[Stored items]
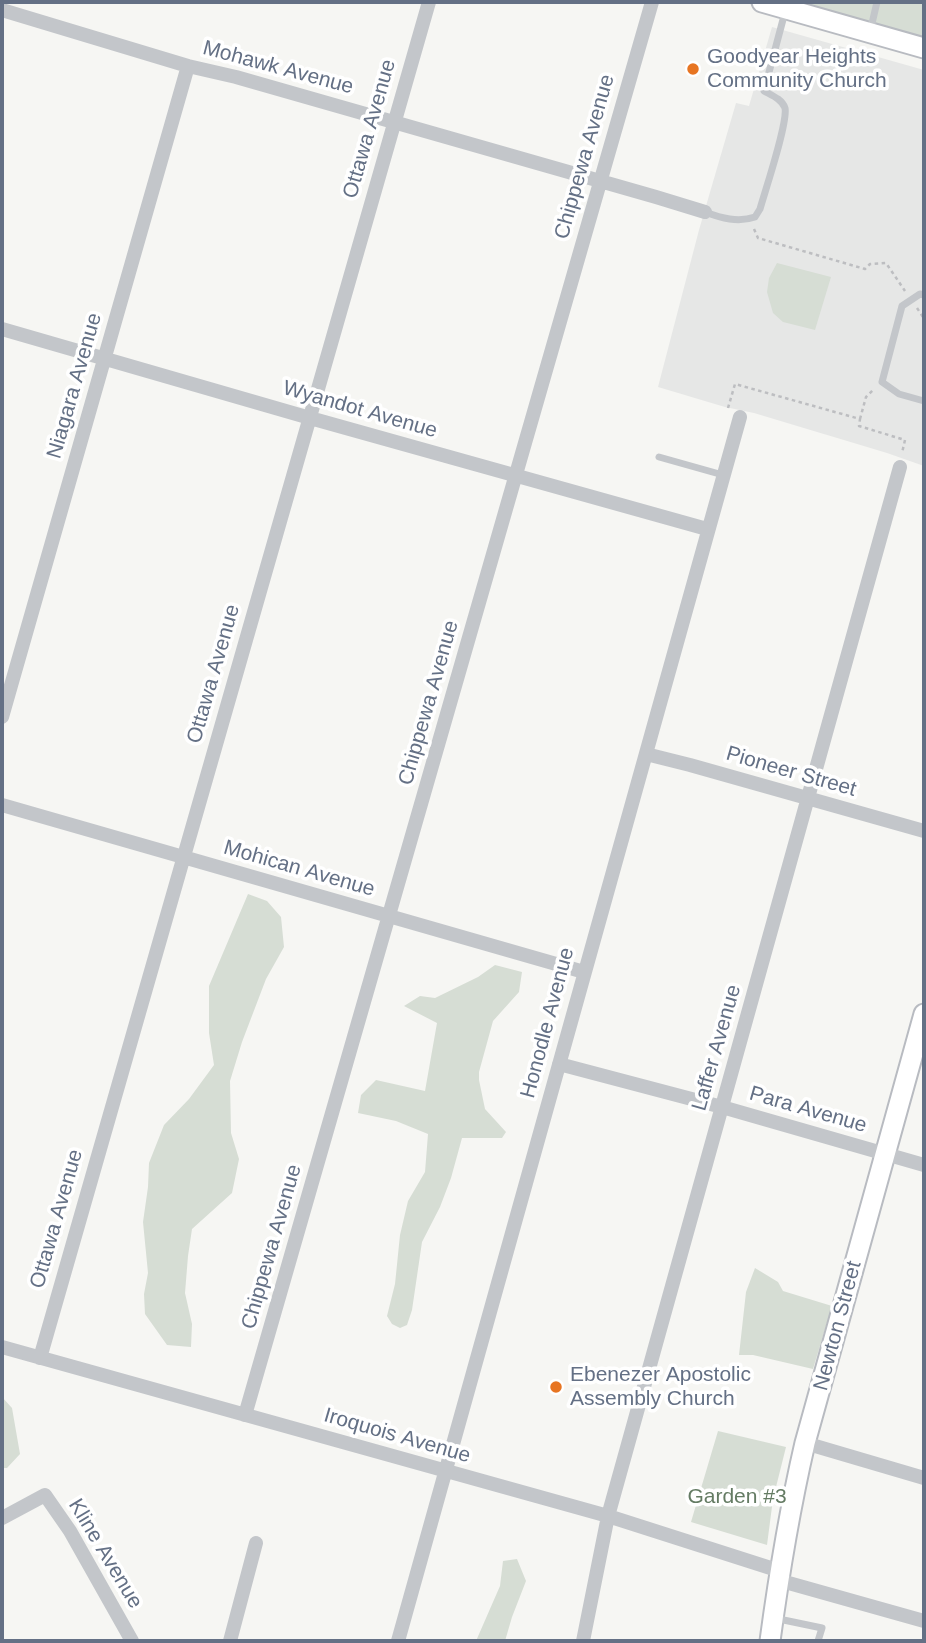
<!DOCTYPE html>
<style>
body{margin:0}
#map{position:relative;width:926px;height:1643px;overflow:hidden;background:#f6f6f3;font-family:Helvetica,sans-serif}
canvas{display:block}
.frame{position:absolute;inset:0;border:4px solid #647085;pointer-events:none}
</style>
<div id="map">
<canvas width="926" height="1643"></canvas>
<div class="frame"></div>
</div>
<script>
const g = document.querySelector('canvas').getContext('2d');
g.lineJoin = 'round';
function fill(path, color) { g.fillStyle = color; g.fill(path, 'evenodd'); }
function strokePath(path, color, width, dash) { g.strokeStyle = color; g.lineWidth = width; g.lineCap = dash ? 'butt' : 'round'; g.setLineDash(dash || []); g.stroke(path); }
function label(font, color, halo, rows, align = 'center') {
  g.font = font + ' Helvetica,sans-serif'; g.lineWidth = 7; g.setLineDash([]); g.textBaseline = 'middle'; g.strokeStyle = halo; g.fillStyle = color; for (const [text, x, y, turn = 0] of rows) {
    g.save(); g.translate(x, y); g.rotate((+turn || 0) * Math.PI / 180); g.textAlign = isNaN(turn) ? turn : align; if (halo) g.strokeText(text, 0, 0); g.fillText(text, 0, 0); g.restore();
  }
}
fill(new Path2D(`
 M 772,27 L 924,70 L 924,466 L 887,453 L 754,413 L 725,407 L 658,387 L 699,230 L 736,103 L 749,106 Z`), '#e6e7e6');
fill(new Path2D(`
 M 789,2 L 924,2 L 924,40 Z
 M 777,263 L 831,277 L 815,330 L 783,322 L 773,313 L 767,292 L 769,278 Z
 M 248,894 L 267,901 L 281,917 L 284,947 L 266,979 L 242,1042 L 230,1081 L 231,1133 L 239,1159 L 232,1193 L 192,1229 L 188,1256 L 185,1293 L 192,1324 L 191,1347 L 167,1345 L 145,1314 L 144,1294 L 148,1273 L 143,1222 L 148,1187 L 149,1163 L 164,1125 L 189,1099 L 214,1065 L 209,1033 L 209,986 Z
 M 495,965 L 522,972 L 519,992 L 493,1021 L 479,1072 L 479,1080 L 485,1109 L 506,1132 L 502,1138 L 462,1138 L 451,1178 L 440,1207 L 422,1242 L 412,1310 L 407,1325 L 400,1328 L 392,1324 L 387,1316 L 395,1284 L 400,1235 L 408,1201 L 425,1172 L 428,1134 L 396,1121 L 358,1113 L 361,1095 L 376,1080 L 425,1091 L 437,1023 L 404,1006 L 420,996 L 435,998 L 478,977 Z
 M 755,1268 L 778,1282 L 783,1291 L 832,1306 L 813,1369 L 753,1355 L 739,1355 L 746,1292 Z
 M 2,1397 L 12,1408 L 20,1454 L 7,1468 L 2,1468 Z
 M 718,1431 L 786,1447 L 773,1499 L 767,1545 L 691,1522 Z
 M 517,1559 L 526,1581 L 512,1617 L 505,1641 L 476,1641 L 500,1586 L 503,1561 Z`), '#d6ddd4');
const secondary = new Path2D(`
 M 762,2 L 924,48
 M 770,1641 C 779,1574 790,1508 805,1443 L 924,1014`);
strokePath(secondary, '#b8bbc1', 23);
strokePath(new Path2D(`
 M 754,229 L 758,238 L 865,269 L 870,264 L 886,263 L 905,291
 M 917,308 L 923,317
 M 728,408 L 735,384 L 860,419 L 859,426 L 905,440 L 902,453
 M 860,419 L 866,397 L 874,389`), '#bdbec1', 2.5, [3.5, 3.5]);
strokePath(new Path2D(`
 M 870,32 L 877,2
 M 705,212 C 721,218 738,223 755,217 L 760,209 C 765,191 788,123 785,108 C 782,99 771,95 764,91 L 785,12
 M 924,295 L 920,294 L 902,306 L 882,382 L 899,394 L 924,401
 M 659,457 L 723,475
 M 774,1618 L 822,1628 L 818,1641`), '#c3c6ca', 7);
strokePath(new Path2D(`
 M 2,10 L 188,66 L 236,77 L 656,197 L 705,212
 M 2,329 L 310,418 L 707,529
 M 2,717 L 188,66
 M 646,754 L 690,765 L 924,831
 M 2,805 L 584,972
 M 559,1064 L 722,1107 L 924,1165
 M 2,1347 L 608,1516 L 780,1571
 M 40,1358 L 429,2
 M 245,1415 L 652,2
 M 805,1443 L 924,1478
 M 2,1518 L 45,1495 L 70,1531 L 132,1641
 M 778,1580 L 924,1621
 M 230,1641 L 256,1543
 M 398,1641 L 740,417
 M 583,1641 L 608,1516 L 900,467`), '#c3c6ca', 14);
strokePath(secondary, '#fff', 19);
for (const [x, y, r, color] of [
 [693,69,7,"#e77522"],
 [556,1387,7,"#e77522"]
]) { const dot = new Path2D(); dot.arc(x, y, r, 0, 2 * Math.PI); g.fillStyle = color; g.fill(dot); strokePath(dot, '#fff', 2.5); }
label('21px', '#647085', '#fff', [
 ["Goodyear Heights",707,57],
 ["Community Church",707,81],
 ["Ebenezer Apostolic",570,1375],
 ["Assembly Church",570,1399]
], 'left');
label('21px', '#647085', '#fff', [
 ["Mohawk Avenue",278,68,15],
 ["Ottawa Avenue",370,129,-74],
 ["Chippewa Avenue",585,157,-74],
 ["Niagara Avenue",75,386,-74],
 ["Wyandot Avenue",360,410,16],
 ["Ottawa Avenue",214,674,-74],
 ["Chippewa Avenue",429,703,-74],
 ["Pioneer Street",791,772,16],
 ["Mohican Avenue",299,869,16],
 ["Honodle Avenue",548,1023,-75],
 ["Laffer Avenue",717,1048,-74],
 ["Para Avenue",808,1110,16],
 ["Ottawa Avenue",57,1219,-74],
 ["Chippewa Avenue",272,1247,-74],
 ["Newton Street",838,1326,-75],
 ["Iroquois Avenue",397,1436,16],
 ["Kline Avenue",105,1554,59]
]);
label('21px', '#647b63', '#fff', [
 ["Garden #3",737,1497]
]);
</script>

◆ ASSIGNED TASK:
Repeat exactly and only the lines from the start of the data above through the line that holds "g.lineJoin = 'round';", inclusive. Pictures do not belong in the copy.

◆ RESPONSE AREA:
<!DOCTYPE html>
<style>
body{margin:0}
#map{position:relative;width:926px;height:1643px;overflow:hidden;background:#f6f6f3;font-family:Helvetica,sans-serif}
canvas{display:block}
.frame{position:absolute;inset:0;border:4px solid #647085;pointer-events:none}
</style>
<div id="map">
<canvas width="926" height="1643"></canvas>
<div class="frame"></div>
</div>
<script>
const g = document.querySelector('canvas').getContext('2d');
g.lineJoin = 'round';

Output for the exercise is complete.